The coal industry is poised to score a rare victory over the Obama administration in the fight over the Export-Import Bank.
Both of the working proposals in the House and Senate to renew the bank’s charter would reverse Ex-Im guidelines that prevent financing for overseas power plants that decline to adopt greener technology.
{mosads}Bank officials adopted the policies, which included exemptions for the world’s poorest nations, in December amid the Obama administration’s broader push to address climate change.
Up until now, coal-state Democrats such as Sen. Manchin (D-W.Va.) have lacked political leverage to fight back.
But that’s changing thanks to the looming Sept. 30 deadline to reauthorize the 80-year-old bank. Opponents of the power plant guidelines are seizing on the time crunch to win concessions.
A reversal of the rules would give coal a boost at a time when they say their industry is under siege from Obama administration regulations that would limit carbon emissions from power plants.
Manchin spokeswoman Katie Longo confirmed to The Hill that the senator wants to expand Ex-Im financing for coal-fired plants abroad.
Critics of the Ex-Im rules argue America is the country best equipped to export clean coal technology, and argue limiting the coal industry’s exports would only worsen the climate change problems that Obama is seeking to address.
Conservative critics of Ex-Im’s are blasting the coal industry’s involvement in the reauthorization push, saying it fits into their argument that the bank is “corporate welfare.”
“Coal’s predictable role in this debate serves to highlight one thing: while Democrats may fight amongst themselves over which industry should be the recipient of corporate welfare, the party has no principled opposition to corporate welfare,” said Heritage Action spokesman Dan Holler.
Tea Party groups such as Heritage are fighting to have Ex-Im abolished, and are putting heavy pressure on Republicans to reject the charter ahead of the midterm elections.
The coal provisions could provide cover for some Republicans to support the bill.
Rep. Shelley Moore Capito (R-W.V.) — who has previously voted to reauthorize Ex-Im and is running for Senate this year — cited the coal regulations last month in dropping her support for the bank.
“For the last two years, the Export-Import Bank has joined the Obama administration’s assault on our nation’s coal industry,” Capito said. “This is another example of this administration’s intent to pick winners and losers in our economy, and I can no longer support the reauthorization of the Export-Import Bank.”
A source who has seen a draft of the Manchin legislation said the bill would reauthorize the bank for five years, while increasing its credit-exposure limit from $140 billion to $160 billion.
A House working draft of legislation put forth by retiring-Rep. John Campbell (R-Calif.), in contrast, is only a three-year reauthorization and would lower the credit-exposure limit to $95 billion.
Both bills include the coal provisions.
Rep. Denny Heck (D-Wash.) has pushed reauthorization proposal with bipartisan support that lacks coal provisions, howver.

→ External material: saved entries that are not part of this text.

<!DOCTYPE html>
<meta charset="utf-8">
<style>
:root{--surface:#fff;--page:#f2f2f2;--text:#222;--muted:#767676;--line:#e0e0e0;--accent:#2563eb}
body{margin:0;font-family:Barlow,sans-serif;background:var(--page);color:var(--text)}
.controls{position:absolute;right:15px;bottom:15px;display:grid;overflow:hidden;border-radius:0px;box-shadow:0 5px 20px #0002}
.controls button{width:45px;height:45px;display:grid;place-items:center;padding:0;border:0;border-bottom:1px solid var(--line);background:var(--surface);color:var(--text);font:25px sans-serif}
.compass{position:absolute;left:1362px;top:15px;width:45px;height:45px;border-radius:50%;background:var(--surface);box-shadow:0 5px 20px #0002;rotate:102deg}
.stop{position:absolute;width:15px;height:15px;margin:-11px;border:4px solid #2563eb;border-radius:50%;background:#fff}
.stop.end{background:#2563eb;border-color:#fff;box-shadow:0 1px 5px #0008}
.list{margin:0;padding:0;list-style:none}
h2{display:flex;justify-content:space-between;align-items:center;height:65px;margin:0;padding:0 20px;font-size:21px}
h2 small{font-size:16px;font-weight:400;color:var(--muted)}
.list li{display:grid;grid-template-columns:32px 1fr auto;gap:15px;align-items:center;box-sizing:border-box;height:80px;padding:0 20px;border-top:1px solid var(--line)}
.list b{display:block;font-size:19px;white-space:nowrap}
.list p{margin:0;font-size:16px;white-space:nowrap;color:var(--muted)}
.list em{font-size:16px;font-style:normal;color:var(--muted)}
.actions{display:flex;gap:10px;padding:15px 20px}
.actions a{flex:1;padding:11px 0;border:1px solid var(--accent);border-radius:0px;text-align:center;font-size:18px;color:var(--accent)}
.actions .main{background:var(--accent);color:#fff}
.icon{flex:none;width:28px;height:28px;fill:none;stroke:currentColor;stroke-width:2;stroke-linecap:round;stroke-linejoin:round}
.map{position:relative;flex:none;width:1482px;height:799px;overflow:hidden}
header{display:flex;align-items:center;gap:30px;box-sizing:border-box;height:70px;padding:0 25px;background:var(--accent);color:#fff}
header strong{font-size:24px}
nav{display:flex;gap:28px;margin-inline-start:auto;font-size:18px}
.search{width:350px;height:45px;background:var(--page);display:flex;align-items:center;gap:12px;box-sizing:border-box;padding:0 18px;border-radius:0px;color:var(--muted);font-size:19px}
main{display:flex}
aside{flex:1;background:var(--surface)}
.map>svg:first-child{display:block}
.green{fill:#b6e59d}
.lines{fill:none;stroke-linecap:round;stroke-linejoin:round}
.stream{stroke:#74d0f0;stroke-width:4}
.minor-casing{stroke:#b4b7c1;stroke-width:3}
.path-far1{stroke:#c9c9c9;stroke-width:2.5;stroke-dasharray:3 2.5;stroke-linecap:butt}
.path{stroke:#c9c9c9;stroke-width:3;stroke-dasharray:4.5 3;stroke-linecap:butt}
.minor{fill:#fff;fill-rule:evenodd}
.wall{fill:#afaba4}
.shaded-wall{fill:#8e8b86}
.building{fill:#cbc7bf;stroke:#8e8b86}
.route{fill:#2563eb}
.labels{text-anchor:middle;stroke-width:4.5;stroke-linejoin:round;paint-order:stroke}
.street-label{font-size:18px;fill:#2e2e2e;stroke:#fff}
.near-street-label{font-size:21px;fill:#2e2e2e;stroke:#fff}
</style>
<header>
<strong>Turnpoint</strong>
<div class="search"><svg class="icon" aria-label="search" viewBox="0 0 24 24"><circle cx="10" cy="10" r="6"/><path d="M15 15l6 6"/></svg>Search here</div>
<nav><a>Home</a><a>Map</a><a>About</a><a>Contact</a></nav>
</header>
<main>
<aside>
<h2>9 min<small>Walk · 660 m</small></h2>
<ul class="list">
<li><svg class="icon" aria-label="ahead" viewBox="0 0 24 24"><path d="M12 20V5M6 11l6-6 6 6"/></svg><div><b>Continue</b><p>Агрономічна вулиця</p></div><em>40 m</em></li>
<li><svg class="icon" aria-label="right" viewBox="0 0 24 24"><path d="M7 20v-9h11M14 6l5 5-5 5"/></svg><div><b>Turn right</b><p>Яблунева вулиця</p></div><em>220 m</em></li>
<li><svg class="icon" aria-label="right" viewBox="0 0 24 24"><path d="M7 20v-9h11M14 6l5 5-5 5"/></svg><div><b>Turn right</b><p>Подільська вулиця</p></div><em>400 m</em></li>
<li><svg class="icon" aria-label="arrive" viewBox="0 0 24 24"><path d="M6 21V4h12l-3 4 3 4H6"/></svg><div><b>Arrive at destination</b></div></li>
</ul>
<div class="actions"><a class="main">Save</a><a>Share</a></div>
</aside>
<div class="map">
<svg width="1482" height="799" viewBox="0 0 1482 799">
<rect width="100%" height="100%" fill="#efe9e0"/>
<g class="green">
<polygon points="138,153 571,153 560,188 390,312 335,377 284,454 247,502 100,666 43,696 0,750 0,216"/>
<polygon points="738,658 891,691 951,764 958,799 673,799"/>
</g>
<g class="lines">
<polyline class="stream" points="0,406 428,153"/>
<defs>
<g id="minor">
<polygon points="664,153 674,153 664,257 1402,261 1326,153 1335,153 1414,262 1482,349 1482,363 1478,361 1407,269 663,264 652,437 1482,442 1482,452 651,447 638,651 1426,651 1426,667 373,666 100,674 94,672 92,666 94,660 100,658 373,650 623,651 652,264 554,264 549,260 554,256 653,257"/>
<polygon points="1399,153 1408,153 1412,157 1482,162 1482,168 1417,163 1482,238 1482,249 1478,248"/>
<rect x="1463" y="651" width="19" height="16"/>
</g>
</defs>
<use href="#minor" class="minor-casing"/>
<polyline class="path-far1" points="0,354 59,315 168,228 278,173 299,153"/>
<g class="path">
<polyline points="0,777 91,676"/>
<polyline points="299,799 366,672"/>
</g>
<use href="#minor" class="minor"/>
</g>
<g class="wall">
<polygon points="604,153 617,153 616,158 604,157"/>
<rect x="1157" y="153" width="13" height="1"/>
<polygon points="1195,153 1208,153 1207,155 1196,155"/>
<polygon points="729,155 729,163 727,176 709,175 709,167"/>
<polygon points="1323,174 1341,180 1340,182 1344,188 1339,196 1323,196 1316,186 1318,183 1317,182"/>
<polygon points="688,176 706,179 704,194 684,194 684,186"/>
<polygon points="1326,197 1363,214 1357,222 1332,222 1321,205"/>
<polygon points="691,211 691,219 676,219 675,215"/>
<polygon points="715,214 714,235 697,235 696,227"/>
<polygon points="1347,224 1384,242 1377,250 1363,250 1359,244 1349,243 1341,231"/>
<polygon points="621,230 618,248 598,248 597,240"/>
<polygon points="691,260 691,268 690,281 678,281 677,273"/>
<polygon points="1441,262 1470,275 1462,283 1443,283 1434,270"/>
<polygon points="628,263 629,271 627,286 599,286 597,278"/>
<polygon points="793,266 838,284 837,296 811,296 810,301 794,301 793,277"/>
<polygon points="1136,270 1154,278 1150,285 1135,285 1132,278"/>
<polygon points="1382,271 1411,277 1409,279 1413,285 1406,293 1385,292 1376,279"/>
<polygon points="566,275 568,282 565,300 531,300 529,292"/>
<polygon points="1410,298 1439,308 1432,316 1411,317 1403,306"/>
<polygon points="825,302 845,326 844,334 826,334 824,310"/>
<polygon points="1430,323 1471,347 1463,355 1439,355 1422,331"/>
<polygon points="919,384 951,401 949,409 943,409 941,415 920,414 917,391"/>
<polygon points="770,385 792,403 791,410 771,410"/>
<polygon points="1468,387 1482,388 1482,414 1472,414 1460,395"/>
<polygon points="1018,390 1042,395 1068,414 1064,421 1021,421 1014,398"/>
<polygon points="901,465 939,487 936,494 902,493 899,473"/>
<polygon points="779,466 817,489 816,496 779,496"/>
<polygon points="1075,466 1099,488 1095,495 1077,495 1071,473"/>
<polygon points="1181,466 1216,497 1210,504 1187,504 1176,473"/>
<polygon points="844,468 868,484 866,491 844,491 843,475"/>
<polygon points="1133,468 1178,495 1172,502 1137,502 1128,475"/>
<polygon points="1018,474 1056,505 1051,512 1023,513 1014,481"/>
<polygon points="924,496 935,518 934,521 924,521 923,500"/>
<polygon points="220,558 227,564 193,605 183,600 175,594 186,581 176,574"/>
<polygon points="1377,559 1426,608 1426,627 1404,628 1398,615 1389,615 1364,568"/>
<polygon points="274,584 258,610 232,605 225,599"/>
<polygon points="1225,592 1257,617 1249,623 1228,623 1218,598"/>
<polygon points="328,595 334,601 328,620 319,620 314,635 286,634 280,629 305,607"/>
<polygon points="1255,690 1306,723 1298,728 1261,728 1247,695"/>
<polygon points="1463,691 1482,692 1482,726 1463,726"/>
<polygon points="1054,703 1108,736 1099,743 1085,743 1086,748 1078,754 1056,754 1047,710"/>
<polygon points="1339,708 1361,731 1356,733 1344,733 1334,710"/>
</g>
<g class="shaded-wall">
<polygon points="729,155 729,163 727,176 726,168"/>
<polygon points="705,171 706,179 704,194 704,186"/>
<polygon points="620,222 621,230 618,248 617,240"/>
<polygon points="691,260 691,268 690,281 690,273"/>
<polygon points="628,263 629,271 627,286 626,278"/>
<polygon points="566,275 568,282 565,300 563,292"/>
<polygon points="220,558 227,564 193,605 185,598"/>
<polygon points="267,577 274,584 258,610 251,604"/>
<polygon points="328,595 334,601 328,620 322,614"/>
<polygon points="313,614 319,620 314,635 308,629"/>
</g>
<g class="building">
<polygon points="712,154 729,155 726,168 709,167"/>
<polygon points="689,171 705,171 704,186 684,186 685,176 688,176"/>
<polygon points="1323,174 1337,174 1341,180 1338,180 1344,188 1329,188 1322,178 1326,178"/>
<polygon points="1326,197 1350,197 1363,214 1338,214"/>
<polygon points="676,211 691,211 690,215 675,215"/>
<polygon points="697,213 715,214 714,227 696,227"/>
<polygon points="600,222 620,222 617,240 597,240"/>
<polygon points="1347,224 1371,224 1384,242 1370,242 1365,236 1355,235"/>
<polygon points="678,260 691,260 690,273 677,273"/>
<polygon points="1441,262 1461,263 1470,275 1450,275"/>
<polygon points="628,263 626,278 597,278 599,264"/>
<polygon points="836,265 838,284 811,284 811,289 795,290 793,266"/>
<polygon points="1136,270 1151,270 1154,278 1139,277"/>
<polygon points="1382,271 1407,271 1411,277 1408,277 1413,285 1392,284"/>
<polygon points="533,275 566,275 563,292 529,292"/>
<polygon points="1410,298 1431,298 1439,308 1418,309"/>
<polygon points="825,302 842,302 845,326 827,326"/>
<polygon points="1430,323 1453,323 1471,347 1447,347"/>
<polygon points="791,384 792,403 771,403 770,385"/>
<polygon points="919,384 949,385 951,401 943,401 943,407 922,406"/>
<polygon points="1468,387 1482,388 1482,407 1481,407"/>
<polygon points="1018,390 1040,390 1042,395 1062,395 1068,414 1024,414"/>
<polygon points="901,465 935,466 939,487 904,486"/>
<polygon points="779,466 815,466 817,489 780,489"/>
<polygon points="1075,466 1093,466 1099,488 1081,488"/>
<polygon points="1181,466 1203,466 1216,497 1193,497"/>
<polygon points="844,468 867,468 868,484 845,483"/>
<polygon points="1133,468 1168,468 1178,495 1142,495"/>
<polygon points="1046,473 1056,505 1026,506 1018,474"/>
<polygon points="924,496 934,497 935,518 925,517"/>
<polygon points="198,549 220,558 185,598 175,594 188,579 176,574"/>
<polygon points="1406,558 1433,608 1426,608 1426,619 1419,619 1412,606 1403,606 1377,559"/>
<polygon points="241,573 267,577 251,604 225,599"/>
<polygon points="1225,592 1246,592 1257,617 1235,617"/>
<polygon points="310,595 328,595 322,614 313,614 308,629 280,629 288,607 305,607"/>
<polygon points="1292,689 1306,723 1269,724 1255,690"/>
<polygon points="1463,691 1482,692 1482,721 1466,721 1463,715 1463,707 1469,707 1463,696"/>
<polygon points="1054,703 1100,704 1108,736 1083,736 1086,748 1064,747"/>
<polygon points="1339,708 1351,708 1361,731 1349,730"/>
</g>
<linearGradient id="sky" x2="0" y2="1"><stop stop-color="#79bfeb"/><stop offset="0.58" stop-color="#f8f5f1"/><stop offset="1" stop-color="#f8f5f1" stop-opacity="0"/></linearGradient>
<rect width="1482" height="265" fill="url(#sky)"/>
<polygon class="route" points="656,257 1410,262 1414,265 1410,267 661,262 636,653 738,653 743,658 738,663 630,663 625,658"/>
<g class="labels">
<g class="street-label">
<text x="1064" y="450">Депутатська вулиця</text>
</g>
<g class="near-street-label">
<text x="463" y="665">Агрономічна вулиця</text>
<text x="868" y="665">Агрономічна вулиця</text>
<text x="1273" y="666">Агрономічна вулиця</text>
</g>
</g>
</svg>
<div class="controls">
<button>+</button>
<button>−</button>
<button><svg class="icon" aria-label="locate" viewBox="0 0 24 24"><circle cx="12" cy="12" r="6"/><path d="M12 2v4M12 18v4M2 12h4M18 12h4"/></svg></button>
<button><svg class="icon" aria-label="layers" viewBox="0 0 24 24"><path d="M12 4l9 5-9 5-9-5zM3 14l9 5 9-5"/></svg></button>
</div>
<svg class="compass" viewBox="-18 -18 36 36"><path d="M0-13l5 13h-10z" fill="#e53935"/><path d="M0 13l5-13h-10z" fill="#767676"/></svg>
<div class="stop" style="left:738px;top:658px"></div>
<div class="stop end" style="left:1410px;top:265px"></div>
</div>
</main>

Manchin’s bill would ensure that companies seeking Ex-Im financing are not human rights abusers, and require that transactions on state-owned enterprises pass a strategic review that assesses the impact on the U.S. economy, according to the source.
“If we are truly committed to protecting our global environment, the U.S. should lead the world in clean coal technology and export that technology to the rest of the world,” Manchin said in a statement.
Manchin is working behind the scenes to build support for the legislation.
He reached out to Sen. Heidi Heitkamp (N.D.), another coal-state Democrat, for her thoughts on including a coal provision in the Ex-Im reauthorization bill, according to a Heitkamp aide, who said she supported the provision.
“I don’t agree with the new guidelines the Export-Import Bank recently adopted on coal-fired power plants,” Heitkamp told The Hill.
She added: “As I’ve been very clear that we need a viable path forward for coal and the new policies fail to recognize the role coal will continue to play in the world energy mix, in particular in developing countries.”
Luke Popovich, a spokesman for the National Mining Association (NMA), said that Ex-Im’s current anti-coal policies are costing the U.S. jobs while helping China.
“The bank denies these economic and employment opportunities to the US and hands the business and the employment on a platter to China,” Popovich said.
He added: “If the bank removed its ideological blinders, it could incentive more efficient mining practices and the spread of advanced coal technologies and grow our economy at the same time.”